Generational Change in Ham Radio and Events
I am sure this title has been said before. Prior to pocket-sized cellphones ham radio was a must for all events. Organizers at that time had no choice. BizBand radios were too expensive and most cases did not have the range required. Ham was the solution. Many ham clubs or ham event coordinators improved the basic bare bone ham radio talk system into much better solutions for the particular event. The event became the ham club’s focus for technical improvement.
Then came cellphone and the obvious need for ham communication decreased. Not all hams were easy to work with and supported the event in the way the organizers needed – it was a little of the organizers had to fit with the ham guys’ service.
Additionally, many hams only want to talk, but otherwise not support the event.
Due to time and temporary living out of state due to work, I am down to organizing 2 events per year. Both events depended heavily on ham radio 3 years ago;
The first event of the season used 4 ham nets and 30 hams in the pre-cellphone days. The same core group of guys came from ham clubs and as individuals, but enjoyed the event. Many still do but we are all 30 years older and we see that gradually our team is retiring out physically. Although those who are still participating all enjoy being there, the next generation is too busy and the following generation have not yet found the pleasure in ham radio. The challenge for 2023 is to grow the group back to a pre covid size with the next generations. 9 moths to race start!
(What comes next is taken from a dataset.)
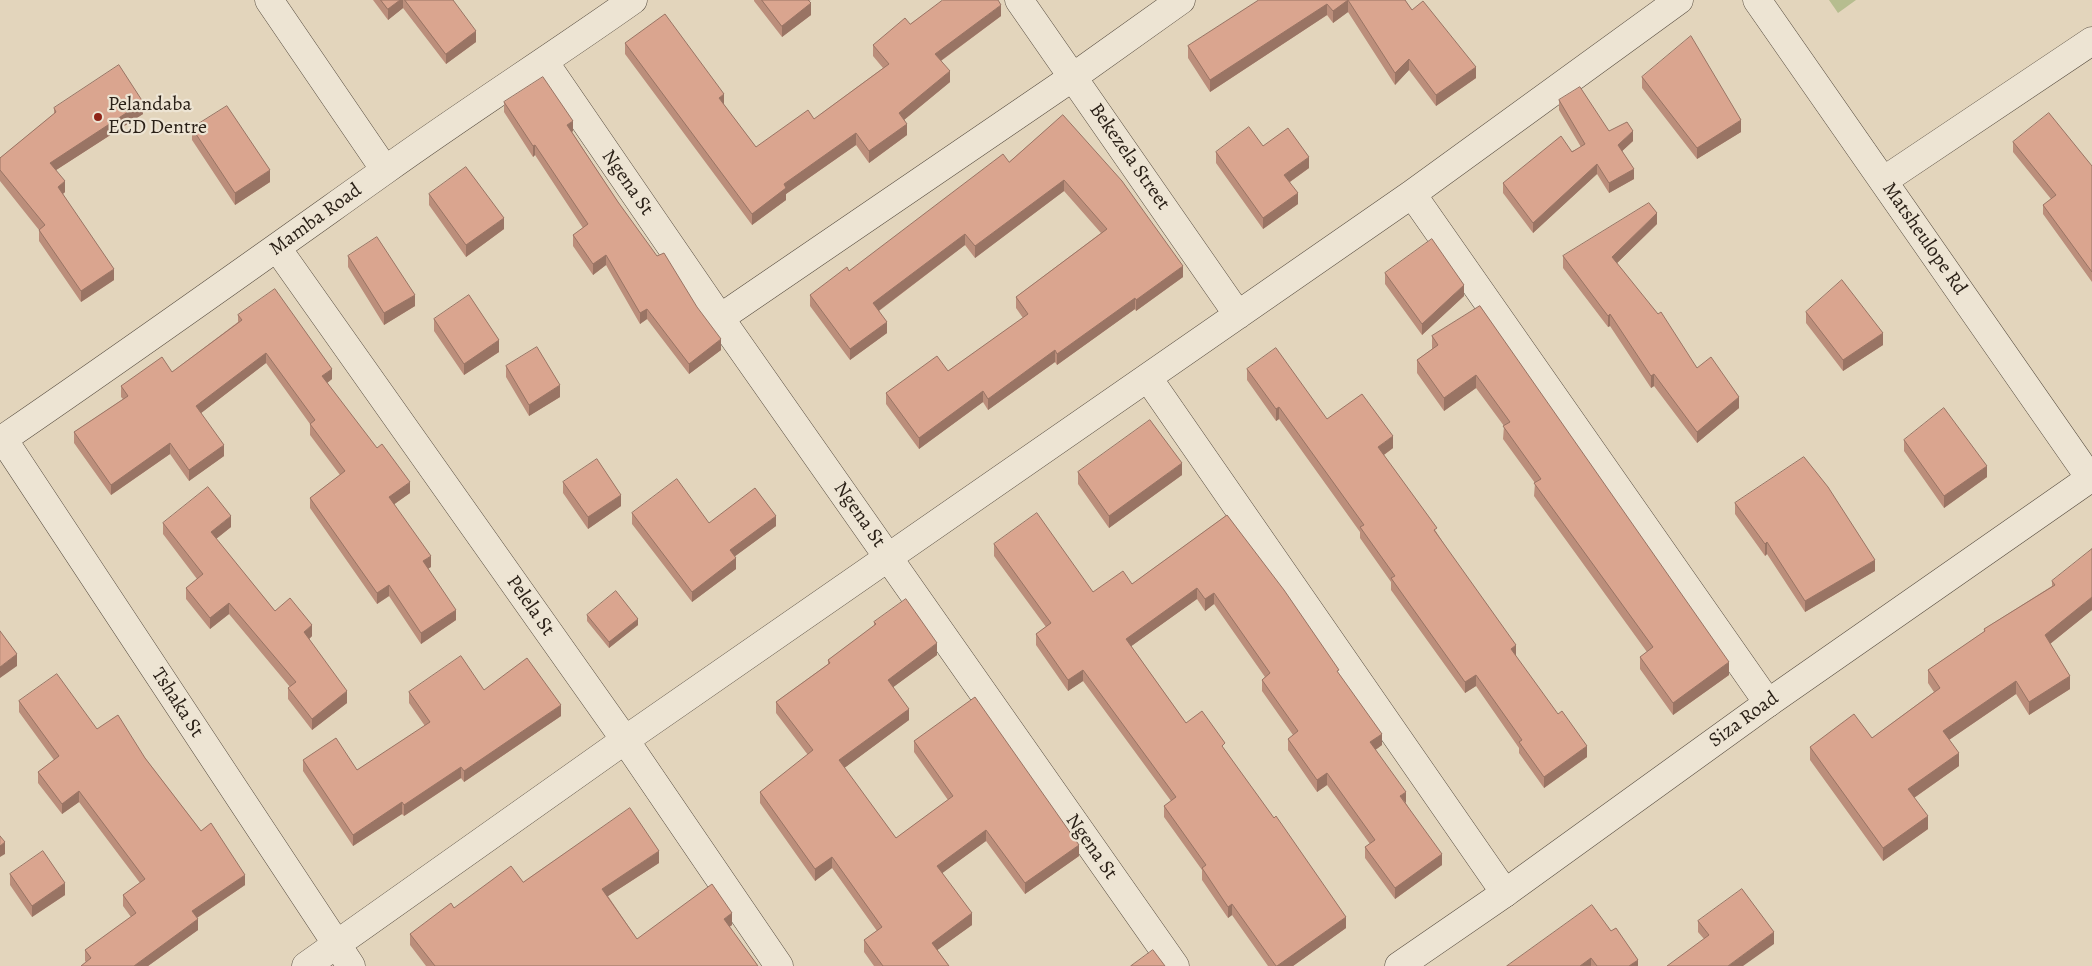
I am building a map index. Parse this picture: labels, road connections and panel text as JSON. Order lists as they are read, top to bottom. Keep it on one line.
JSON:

The second event I organize have transitioned from ham to BizBand. The areas hams are in the same aging condition and the county’s repeaters have slowly dwindled down to just a couple with much less geographic coverage than in the glory days of VHF repeaters. Since the service we provide must go on and the interested volunteers are event oriented and not hams, BizBand has become the solution partially because cell coverage is also limited in some of the event area. This has worked really well, but can be a struggle for some hams to embrace. The technology is the same although on slightly different frequencies. BizBand also permits a wider variety of volunteers and actually from my standpoint still provide a technological challenge.
It takes a ham with a vision and tenacity to make events grow. For me, the solution for consistency is to be on the event committee to run the comm efforts from the inner circle. Our comm system (ham radio or bizBand) is not an outside service in parallel, but an embedded service from within. Each volunteer represents the event, not an outside club.